WHAT IS BEING ASKED. Starting at the line that has "M301,322L382,294" and stopping after the line that has "M0,334L15,325L41,299L22,278", reproduce the listing below exactly; omit everything else.

DATASET.
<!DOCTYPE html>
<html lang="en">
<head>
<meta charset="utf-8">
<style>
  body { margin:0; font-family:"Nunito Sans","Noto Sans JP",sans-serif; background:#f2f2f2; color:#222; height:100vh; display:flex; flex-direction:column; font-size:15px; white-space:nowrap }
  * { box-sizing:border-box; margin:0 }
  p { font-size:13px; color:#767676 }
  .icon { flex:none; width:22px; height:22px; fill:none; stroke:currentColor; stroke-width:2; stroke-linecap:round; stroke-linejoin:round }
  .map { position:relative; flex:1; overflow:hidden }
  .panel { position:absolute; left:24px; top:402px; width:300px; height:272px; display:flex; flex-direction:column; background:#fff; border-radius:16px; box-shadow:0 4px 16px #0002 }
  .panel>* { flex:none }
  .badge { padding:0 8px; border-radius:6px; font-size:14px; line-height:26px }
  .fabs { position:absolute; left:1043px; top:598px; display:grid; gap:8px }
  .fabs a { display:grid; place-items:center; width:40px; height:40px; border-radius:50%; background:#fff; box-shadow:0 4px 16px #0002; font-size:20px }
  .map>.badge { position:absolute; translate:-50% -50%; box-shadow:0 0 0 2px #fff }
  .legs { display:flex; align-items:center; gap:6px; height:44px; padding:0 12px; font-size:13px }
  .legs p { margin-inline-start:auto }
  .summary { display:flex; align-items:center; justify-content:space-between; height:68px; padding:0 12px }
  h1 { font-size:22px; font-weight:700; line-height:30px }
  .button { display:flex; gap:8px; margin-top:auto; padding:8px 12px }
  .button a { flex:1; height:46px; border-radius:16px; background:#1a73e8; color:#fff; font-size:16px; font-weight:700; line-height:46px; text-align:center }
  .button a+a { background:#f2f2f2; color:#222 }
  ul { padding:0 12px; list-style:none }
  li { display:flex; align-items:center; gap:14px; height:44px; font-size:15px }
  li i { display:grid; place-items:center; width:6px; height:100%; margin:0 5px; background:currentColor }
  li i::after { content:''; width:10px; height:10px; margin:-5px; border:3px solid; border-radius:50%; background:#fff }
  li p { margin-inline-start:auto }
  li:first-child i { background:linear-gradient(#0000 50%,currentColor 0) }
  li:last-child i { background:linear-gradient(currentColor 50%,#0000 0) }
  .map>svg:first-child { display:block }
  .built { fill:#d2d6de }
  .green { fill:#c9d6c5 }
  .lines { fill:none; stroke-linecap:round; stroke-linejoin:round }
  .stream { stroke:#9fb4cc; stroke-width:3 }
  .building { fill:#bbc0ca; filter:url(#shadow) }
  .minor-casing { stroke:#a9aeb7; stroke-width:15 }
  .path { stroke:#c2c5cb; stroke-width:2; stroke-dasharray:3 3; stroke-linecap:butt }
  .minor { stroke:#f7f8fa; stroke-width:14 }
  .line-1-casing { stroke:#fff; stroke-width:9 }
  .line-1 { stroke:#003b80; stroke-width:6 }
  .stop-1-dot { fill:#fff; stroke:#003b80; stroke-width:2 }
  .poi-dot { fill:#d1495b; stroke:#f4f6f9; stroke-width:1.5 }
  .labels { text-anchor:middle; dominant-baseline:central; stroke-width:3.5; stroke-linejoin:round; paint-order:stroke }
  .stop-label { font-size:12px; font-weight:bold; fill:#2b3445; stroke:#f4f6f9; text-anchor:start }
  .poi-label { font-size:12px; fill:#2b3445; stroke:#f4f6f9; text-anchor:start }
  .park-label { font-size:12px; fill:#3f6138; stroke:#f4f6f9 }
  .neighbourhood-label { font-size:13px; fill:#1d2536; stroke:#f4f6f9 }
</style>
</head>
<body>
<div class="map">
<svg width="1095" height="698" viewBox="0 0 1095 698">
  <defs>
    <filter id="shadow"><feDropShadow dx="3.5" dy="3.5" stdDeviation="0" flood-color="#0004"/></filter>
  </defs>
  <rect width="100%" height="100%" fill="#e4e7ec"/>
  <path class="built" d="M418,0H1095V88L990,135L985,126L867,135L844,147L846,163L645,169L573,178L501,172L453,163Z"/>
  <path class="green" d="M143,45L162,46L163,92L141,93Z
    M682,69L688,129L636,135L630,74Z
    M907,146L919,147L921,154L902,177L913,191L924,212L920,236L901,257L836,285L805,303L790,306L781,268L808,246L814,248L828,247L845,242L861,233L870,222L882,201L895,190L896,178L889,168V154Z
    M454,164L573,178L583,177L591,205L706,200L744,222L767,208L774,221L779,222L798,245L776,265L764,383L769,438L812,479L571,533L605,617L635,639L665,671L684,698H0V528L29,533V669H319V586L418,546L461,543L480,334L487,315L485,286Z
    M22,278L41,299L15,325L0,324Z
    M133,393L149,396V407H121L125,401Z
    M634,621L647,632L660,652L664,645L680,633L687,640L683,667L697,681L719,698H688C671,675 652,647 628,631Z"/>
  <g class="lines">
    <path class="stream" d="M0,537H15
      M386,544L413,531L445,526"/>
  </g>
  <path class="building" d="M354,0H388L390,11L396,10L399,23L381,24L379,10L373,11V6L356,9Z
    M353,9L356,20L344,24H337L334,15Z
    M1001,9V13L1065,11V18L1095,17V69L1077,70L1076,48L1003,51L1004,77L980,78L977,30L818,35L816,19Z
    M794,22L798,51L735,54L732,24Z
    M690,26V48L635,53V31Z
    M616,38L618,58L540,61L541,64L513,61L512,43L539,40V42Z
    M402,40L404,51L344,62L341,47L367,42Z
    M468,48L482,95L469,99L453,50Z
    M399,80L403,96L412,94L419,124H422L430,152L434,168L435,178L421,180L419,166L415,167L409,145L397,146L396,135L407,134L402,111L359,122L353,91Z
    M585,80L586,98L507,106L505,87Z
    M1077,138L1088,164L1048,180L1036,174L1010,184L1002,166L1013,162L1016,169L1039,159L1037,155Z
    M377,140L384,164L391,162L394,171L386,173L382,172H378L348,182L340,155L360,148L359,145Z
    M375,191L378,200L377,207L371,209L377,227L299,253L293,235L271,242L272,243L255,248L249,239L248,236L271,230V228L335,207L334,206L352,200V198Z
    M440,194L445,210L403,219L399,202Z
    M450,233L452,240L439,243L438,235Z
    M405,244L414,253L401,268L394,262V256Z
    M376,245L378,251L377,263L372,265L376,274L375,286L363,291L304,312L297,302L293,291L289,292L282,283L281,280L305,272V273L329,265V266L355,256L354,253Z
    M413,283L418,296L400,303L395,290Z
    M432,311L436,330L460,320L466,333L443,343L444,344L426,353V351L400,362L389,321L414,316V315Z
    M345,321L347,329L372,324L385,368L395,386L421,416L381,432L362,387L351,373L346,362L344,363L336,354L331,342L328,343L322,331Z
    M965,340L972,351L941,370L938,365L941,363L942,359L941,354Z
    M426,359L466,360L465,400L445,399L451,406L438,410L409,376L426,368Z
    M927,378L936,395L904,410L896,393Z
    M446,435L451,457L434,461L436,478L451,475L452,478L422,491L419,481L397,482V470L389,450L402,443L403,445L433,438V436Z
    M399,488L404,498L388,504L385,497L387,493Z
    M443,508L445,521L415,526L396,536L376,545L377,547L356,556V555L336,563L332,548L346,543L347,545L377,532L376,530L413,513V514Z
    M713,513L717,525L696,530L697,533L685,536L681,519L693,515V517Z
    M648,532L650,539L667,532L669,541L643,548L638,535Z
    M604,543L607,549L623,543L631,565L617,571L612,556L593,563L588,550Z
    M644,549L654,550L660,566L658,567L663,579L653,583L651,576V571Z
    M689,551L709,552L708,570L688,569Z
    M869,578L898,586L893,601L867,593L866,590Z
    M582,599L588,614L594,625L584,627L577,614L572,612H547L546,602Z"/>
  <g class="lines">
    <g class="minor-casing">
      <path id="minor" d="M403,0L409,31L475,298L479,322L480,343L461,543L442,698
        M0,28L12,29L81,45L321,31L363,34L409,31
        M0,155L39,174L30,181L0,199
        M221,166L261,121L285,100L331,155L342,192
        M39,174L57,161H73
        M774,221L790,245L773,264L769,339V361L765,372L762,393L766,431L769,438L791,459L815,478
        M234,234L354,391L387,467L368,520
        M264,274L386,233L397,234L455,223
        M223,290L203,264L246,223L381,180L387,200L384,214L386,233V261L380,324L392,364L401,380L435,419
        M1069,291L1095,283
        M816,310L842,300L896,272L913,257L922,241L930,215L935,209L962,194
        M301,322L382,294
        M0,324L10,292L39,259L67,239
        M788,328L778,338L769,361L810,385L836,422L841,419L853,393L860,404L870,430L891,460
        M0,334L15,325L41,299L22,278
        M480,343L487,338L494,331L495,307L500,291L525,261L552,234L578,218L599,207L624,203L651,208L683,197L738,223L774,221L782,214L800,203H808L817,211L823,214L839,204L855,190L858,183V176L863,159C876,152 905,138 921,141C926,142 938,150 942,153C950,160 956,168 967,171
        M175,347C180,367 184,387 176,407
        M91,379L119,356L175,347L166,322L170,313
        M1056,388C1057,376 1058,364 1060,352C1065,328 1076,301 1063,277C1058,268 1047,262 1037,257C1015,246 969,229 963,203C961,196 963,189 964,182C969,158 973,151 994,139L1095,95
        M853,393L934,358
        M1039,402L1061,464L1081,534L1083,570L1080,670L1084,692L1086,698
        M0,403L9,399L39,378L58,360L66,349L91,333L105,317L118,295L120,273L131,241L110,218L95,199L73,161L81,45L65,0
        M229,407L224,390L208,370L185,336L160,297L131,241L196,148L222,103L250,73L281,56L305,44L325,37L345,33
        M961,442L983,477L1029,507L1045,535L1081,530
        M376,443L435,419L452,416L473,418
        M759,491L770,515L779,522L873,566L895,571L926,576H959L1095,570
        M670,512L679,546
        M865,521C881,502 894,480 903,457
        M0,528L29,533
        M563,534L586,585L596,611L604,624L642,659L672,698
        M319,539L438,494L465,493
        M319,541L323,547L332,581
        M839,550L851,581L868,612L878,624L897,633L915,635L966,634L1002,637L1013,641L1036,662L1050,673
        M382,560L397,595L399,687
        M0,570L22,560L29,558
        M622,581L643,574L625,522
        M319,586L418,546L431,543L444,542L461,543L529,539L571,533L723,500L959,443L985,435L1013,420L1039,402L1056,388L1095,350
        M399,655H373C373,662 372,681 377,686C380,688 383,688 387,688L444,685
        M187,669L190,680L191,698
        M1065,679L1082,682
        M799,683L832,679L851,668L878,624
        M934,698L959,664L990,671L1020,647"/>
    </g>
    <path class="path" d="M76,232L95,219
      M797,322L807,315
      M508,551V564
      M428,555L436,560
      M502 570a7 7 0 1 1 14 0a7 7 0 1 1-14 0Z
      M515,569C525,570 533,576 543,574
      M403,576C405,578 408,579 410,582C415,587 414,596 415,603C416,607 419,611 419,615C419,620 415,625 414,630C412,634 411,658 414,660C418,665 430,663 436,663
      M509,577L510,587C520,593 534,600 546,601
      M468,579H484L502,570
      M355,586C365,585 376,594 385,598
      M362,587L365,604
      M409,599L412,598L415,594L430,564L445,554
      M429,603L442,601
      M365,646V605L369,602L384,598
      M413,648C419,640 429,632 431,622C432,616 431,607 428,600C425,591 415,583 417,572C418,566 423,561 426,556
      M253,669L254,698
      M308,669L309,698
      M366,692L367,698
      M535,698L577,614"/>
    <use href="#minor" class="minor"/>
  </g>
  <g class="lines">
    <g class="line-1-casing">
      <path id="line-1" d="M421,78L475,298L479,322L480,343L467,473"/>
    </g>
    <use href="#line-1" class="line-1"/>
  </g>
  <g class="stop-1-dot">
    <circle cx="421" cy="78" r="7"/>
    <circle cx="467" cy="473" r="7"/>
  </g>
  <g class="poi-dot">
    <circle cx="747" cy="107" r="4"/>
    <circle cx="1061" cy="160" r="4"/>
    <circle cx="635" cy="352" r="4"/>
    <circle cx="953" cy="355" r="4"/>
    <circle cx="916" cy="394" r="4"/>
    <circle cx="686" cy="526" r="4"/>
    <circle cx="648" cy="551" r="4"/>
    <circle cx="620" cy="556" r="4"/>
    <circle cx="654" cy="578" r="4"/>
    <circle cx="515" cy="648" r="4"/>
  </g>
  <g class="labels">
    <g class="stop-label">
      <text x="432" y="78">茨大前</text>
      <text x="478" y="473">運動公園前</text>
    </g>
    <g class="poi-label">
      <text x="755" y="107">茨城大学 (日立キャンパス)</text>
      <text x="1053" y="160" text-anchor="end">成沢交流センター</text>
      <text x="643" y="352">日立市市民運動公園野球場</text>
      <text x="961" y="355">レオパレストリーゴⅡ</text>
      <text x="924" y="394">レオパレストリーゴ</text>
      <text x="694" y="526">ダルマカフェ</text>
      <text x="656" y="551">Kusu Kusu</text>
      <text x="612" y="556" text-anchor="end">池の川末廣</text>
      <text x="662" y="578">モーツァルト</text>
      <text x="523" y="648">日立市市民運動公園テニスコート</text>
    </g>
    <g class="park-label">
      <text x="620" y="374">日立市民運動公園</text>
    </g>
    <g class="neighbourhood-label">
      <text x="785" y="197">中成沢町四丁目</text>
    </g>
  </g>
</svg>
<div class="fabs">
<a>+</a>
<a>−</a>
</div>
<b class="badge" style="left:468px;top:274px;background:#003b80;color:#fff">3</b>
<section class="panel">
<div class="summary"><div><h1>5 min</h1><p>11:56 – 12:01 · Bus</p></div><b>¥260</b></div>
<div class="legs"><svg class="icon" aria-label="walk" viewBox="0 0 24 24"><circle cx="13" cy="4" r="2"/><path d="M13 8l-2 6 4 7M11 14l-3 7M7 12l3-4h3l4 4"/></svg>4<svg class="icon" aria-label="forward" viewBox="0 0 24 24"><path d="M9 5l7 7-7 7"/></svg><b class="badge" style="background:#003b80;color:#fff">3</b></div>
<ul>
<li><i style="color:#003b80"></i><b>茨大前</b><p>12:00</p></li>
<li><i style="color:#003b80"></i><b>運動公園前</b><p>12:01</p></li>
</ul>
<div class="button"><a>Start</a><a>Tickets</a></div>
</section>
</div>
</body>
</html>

RESPONSE AREA.
        M301,322L382,294
        M0,324L10,292L39,259L67,239
        M788,328L778,338L769,361L810,385L836,422L841,419L853,393L860,404L870,430L891,460
        M0,334L15,325L41,299L22,278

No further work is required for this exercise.